OC Media reached out to the administration of Nartan and the administration of the Chegemsky District but received no response.
Local activist Rustam Dolov told OC Media that residents’ discontent intensified due to rumours that the Nartan administration leased 10 hectares of land to another person. According to Dolov, the problem lies in the fact that ‘the new tenant has already begun to build some kind of long-standing structures on this land’, while ‘this site can only be used for grazing, and there should be no construction on it’.
After the collapse of the Soviet Union and its collective farming system, land in Nartan which was once a community possession organised in a local collective farm was arbitrarily given to the newly created ‘Experimental Production Farm (OPKh) Nartan’ and declared federal property.
However, there is no documentary evidence that there was ever any reorganisation of the collective farm.
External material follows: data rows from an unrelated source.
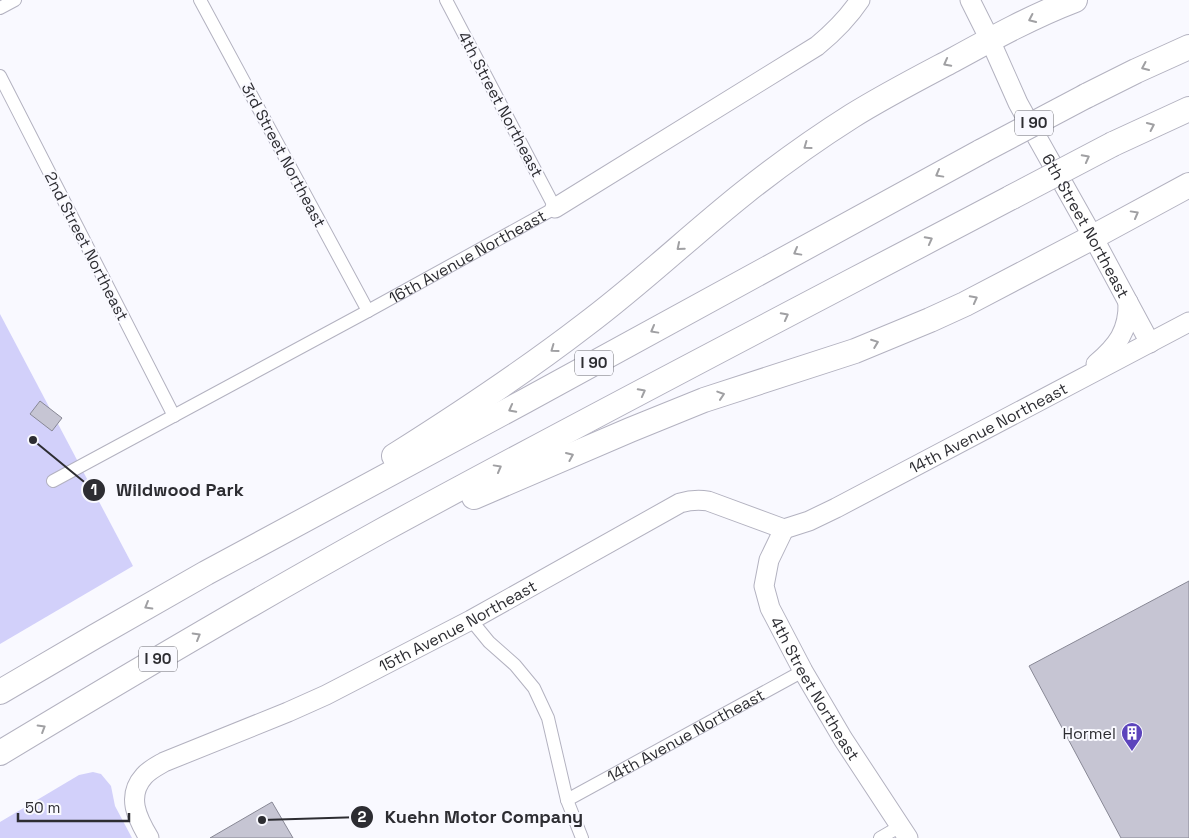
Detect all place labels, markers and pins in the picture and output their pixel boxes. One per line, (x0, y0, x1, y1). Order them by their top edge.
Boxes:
callout: Wildwood Park (81, 474, 254, 507)
building icon: Hormel (1120, 721, 1144, 752)
place label: Hormel (1062, 723, 1116, 744)
callout: Kuehn Motor Company (350, 800, 593, 833)

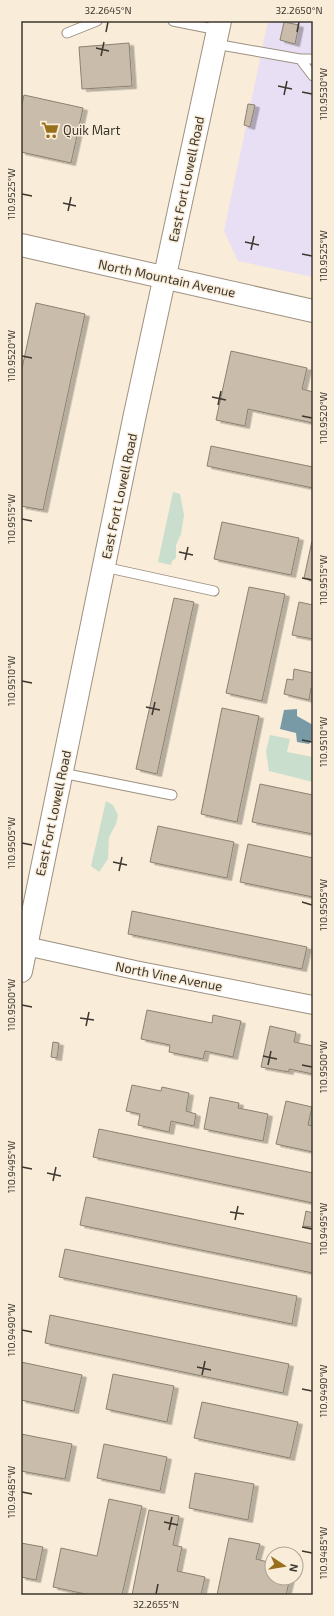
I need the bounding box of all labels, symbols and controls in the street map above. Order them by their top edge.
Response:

In 2010, the farm declared bankruptcy with debts amounting to ₽14 million ($215,000).
‘Particularly valuable’ lands
Zhanhot Gubalov, a lawyer and specialist in the field of land relations, told OC Media that the 200 hectares are categorised as ‘particularly valuable’, and that, according to the Land Code of Kabardino-Balkaria, it is forbidden to build long-standing structures on them or ‘use them for purposes that are not maintained by their status’ — that is, the land must remain agricultural.
‘This [construction] can be done only after the transfer of these lands to the category of less valuable agricultural land, which is possible only in exceptional cases — by a decision of the government of the republic’.
According to Gubalov, the construction of such buildings without the permission of the government is a violation of the Land Code.
According to Kudaev, the Nartan bankruptcy procedure has been going on for nine years, though the law states the process should only take six months, with an additional six months that can be added at the discretion of the Arbitration Court.
He said that currently, 56 farmers are leasing land from Nartan and are paying for it, but most of them do not have any documents confirming the legality of the lease. He said that they were not provided with checks or receipts in return for rent.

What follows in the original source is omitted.